All in all, it may be that we perceive as alien the path through the forest until we reach that homely nest, that we get lost in it, or simply it is shown to us as something impossible or not at all desirable for travelling. It may be that, for example, it makes us afraid or feel guilty shame for allowing our 5-year-old to autonomously enjoy a while in front of the screen. But this guiltiness is perhaps determined more by the type of works that are usually consumed by following them than by the fact of playing with a delight of a work such as Metamorphabet, the lyrical alphabet by Patrick Smith that enables us to flow and float between its ideas as we play with it; let’s allow them to do it. And if our child is a little older, why not let them explore the overwhelming preciousness of the worlds of Samorost 3, the adventure created by Amanita Design that enables us to be an astronaut gnome with a desire to stroll around, enjoy and understand the places visited and the people who inhabit them. In fact, let’s dare to take advantage of this time of independence created for their autonomous enjoyment and thus be able to see through the window, listen to a little music, read a book or, surprise surprise, play on our own for a while. The magnificent offering of games will enable us, among many other things, to satisfy our misanthropic urges to the beat of jazz and blood with the angry gorilla of Ape Out, manage our existential fears with the space odyssey of Orchids to Dusk, by Pol Clarissou, or be enthralled by the complex allegory of the dramatic consequences of late capitalism that is Kentucky Route Zero by Cardboard Computer.

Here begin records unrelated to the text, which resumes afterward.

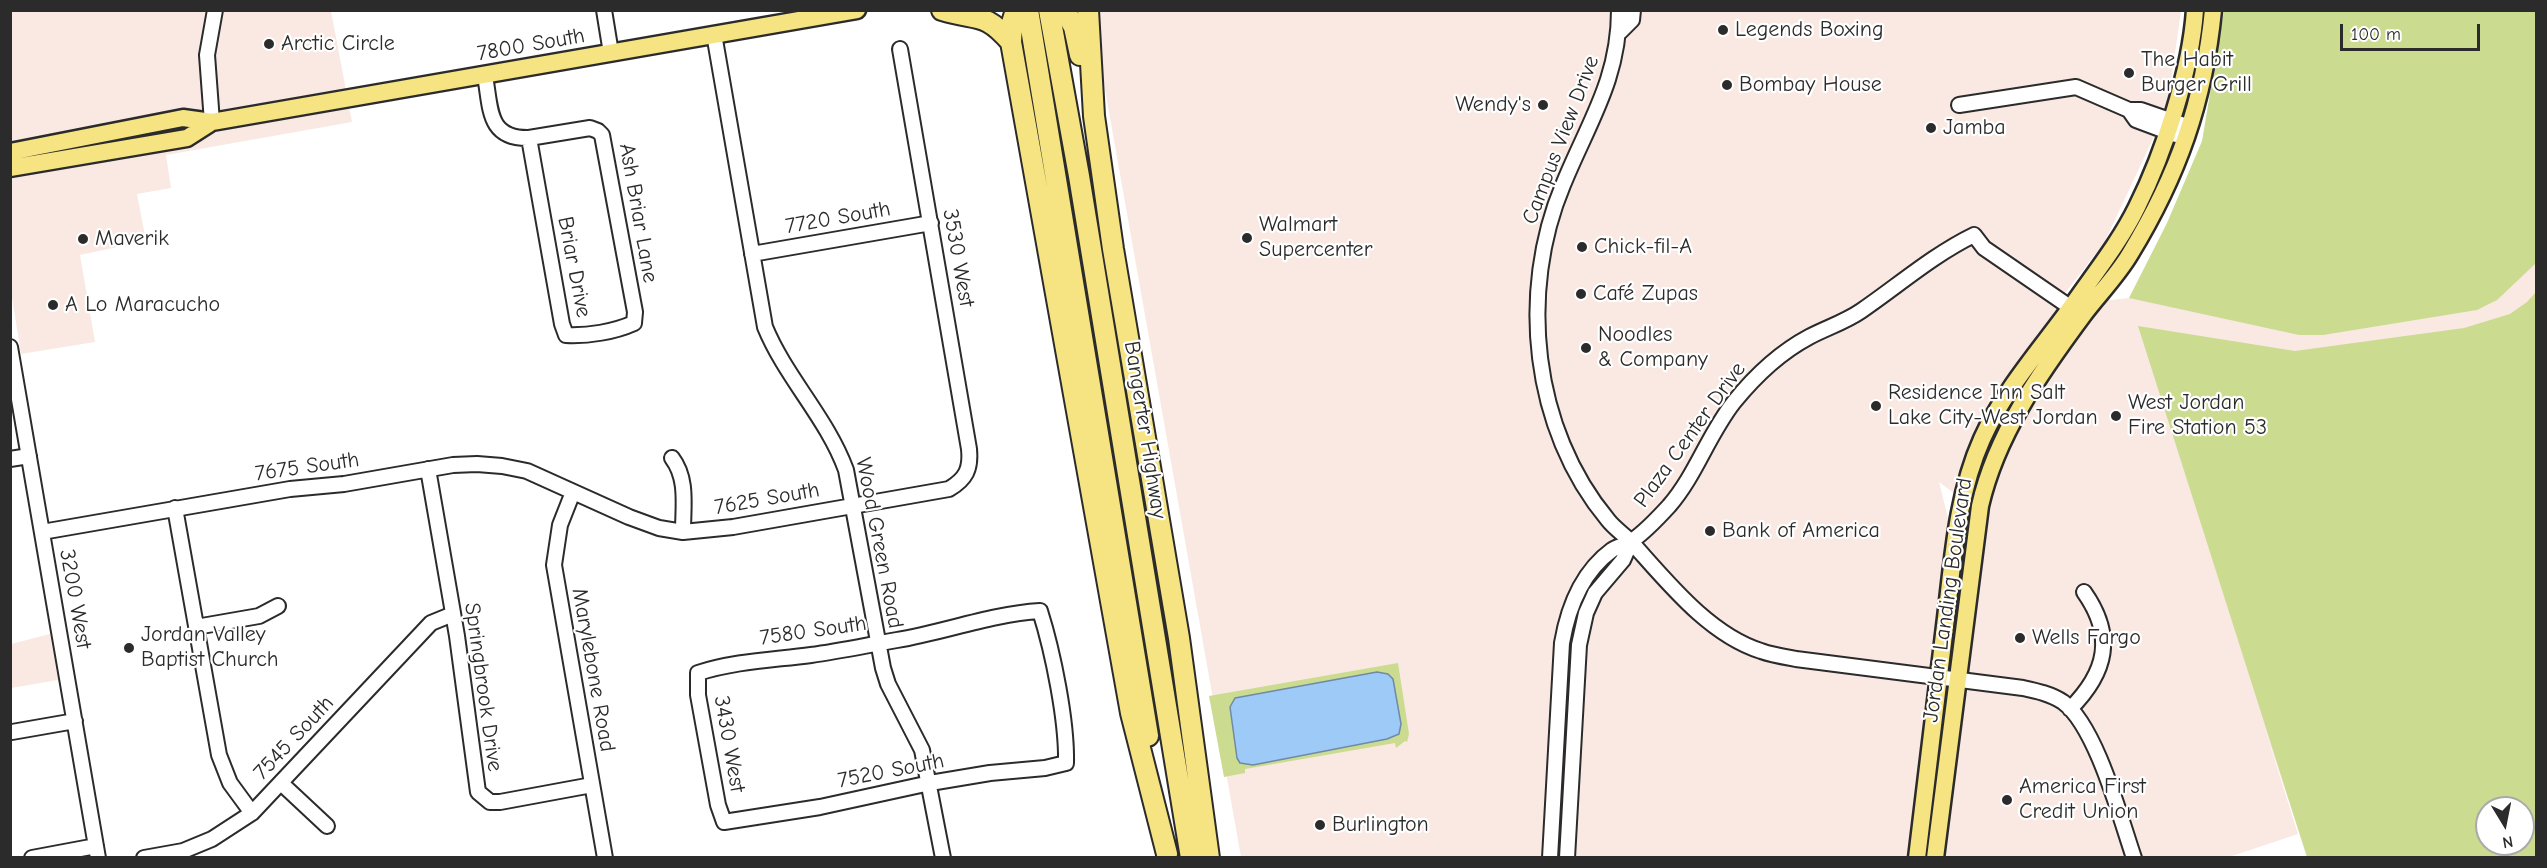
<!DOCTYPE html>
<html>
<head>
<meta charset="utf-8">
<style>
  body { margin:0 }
  #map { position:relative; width:2547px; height:868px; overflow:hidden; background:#fff; font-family:"Comic Neue",sans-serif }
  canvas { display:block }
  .frame { position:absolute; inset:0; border:12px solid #2b2b2b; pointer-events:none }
  .north { position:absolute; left:2475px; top:796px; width:60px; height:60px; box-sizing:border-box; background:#fff; border:2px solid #aaa; border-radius:50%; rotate:170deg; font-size:16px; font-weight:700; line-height:24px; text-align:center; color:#2b2b2b }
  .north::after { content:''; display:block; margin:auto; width:21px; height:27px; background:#2b2b2b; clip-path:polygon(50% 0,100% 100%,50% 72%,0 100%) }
  .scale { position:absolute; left:2340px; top:24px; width:140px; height:27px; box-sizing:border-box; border:3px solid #2b2b2b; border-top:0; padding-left:8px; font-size:18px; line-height:21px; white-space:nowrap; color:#2b2b2b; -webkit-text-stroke:4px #fff; paint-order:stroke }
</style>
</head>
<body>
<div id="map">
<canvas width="2547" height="868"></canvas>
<div class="frame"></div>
<div class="north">N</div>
<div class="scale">100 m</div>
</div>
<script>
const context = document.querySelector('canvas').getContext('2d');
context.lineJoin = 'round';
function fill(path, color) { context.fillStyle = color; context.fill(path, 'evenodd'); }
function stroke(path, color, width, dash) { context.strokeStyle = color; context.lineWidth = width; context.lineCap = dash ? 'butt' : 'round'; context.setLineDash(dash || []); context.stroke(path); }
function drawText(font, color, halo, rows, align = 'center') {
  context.font = font + ' "Comic Neue",sans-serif'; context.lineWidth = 4.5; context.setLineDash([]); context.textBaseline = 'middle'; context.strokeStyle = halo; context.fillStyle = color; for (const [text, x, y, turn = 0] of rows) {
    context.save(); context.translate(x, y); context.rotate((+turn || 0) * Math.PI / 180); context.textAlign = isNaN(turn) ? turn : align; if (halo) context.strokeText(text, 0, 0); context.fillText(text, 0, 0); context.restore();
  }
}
const built = new Path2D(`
  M10 11H331L352 122 166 155 171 188 137 194 146 241 80 255 95 342 21 354 10 285Z
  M1095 11H2181L2167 109 2104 243 2055 306 2129 298 2143 271 2536 11V857H2307L2264 726 2298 834 2229 857H1945L1988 518 1939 482 1949 522 1907 857H1241L1095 33ZM2487 808H2523V844H2487Z
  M50 634 58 680 11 688V644Z`);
const green = new Path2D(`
  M2224 11H2536L2535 264 2497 300 2477 310 2323 335H2299L2129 298 2167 223 2202 141Z
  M2536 292V857H2307L2138 326 2295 351 2464 328 2510 314 2527 302ZM2487 808H2523V844H2487Z
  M1992 431 1997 436 1961 596V558L1967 499Z
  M1398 663 1409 734 1407 742 1405 741 1396 748 1395 743 1245 769V773L1224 777 1209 696Z`);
const water = new Path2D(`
  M1377 672 1388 674 1393 679 1401 724 1399 734 1387 739 1253 765 1240 763 1237 758 1230 707 1235 698Z`);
const minor = new Path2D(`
  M604 10 611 53
  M1619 10C1619 80 1588 123 1563 185 1518 292 1532 429 1608 520 1615 529 1626 536 1634 545 1669 584 1710 635 1761 651 1772 655 1785 657 1796 659L2023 688C2037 691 2051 694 2063 702 2096 726 2120 817 2134 858
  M1620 32 1632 20 1633 10
  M714 34 765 327C786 378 827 418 846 470L883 668 888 684 922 750 943 858
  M485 76C491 108 487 139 529 138L590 128 598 131 602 135 635 312 634 323C614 332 588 336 566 335L562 324 529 138
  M1959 105 2076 87 2129 110H2141L2190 127
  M2129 110 2136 120 2176 135
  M212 122 207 55 215 10
  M752 254 931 223
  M10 347 98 858
  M672 458C688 479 683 506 683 532
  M10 459 29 456
  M428 469 457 636 478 792 490 802H500L592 785
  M573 492 560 525 554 565 605 858
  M175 508 219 755 230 783 252 813
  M42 532 290 489 344 484 453 465 477 464 502 466 527 471 629 517 659 528 683 532 733 527 949 489C966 479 971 469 969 449L900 49
  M1040 611C1053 652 1067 721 1066 763L1045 768 990 773 930 783 820 807 724 822 718 805 698 695V673C735 661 773 660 811 655 840 651 868 645 897 640 945 632 991 614 1040 611Z
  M196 627 259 616 278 606
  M2070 709C2107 672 2115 636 2084 592
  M12 732 75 721
  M281 783 327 826
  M32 858 96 846
  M144 858 183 851 212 839 252 813 431 623 453 614
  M1550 858 1562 643C1568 608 1582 572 1612 550 1618 546 1627 545 1633 540 1646 531 1658 518 1669 506 1696 475 1708 435 1734 402 1755 376 1779 353 1809 337 1826 328 1845 322 1861 311 1899 285 1933 255 1974 235L1984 248 2080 314
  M1567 858 1579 645 1586 613 1595 593 1623 560 1631 542`);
const major = new Path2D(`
  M10 152 183 118 212 122 857 10
  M10 168 187 138 212 122
  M1917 858C1926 780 1936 703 1945 626 1953 563 1956 497 1982 439 2004 390 2041 349 2072 306 2094 274 2120 242 2137 207 2164 153 2191 70 2195 10
  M1935 858 1980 506C1996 435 2040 373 2083 315 2098 295 2117 276 2130 254 2178 175 2204 102 2213 10`);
const highway = new Path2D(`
  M942 10C978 21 984 11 1011 42
  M1016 10 1012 23 1011 42 1131 713 1167 854
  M1028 10 1148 736
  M1049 10 1079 176 1191 858
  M1065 10 1074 27 1080 55
  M1088 10 1094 116 1113 249 1179 638 1209 858`);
const markers = [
  [1723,30,6,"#2b2b2b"],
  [269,44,6,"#2b2b2b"],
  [2129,73,6,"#2b2b2b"],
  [1727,85,6,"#2b2b2b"],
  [1543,105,6,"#2b2b2b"],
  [1931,128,6,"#2b2b2b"],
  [1247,238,6,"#2b2b2b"],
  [83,239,6,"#2b2b2b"],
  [1582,247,6,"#2b2b2b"],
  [1581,294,6,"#2b2b2b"],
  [53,305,6,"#2b2b2b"],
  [1586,348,6,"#2b2b2b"],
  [1876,406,6,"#2b2b2b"],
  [2116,416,6,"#2b2b2b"],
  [1710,531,6,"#2b2b2b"],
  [2020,638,6,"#2b2b2b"],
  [129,648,6,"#2b2b2b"],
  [2007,800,6,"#2b2b2b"],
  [1320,825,6,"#2b2b2b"]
];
const poiNames = [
  ["Legends Boxing",1735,30],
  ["Arctic Circle",281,44],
  ["The Habit",2141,60],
  ["Burger Grill",2141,85],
  ["Bombay House",1739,85],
  ["Wendy's",1531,105,"right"],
  ["Jamba",1943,128],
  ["Walmart",1259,225],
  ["Supercenter",1259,250],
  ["Maverik",95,239],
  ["Chick-fil-A",1594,247],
  ["Café Zupas",1593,294],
  ["A Lo Maracucho",65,305],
  ["Noodles",1598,335],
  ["& Company",1598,360],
  ["Residence Inn Salt",1888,393],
  ["Lake City-West Jordan",1888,418],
  ["West Jordan",2128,403],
  ["Fire Station 53",2128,428],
  ["Bank of America",1722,531],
  ["Jordan Valley",141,635],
  ["Baptist Church",141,660],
  ["Wells Fargo",2032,638],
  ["America First",2019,787],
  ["Credit Union",2019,812],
  ["Burlington",1332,825]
];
const streetNames = [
  ["7800 South",531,45,-10],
  ["Campus View Drive",1561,140,-69],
  ["Ash Briar Lane",638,213,80],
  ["7720 South",838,218,-10],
  ["3530 West",958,258,80],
  ["Briar Drive",574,267,79],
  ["Bangerter Highway",1145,430,81],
  ["Plaza Center Drive",1690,435,-54],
  ["7675 South",307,467,-8],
  ["7625 South",767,499,-10],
  ["Wood Green Road",879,543,79],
  ["3200 West",75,599,80],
  ["Jordan Landing Boulevard",1948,600,-82],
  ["7580 South",813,631,-8],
  ["Marylebone Road",593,670,80],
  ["Springbrook Drive",483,687,82],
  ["7545 South",294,738,-47],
  ["3430 West",729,744,80],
  ["7520 South",891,771,-11]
];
fill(built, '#f9e9e2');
fill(green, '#cbdb8f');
fill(water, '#9ecaf8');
stroke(water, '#708aa6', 1.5);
stroke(minor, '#2b2b2b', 18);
stroke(major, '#2b2b2b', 21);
stroke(highway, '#2b2b2b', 24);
stroke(minor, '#fff', 14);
stroke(major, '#f6e381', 16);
stroke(highway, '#f6e381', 20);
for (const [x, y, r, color] of markers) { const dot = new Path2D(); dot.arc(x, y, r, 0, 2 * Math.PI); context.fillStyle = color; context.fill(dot); stroke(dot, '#fff', 2); }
drawText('22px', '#2b2b2b', '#fff', poiNames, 'left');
drawText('22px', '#2b2b2b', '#fff', streetNames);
</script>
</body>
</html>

Although there is usually insistence on games urgently needing to implement processes of accompaniment for their cultural universalisation – on all levels – the selection of good works with which to enjoy and generate individual enjoyment is one of the actions with the greatest relevance and transcendence within any exercise of mediation. Showing the plural possibilities of pleasure unknown achieves the multiplication and complexification of ways of relating with culture, and that interpretational and heterogeneity growth of fruition can only generate positive results.
And now we encourage you to play and, as we have tried to do with you, to try to seduce the people around you to play: to play alone, to play with you, to play with each other… Dare to try out new games, discard the ones that bore you, express to the full the ones that you love, share with the world the resulting experiences, the readings made, the frustrations felt. Let play form part of your cultural ecosystem: let its transformational carnival light up new corners of your home. Perhaps in these days that we are living through, we need it more than ever.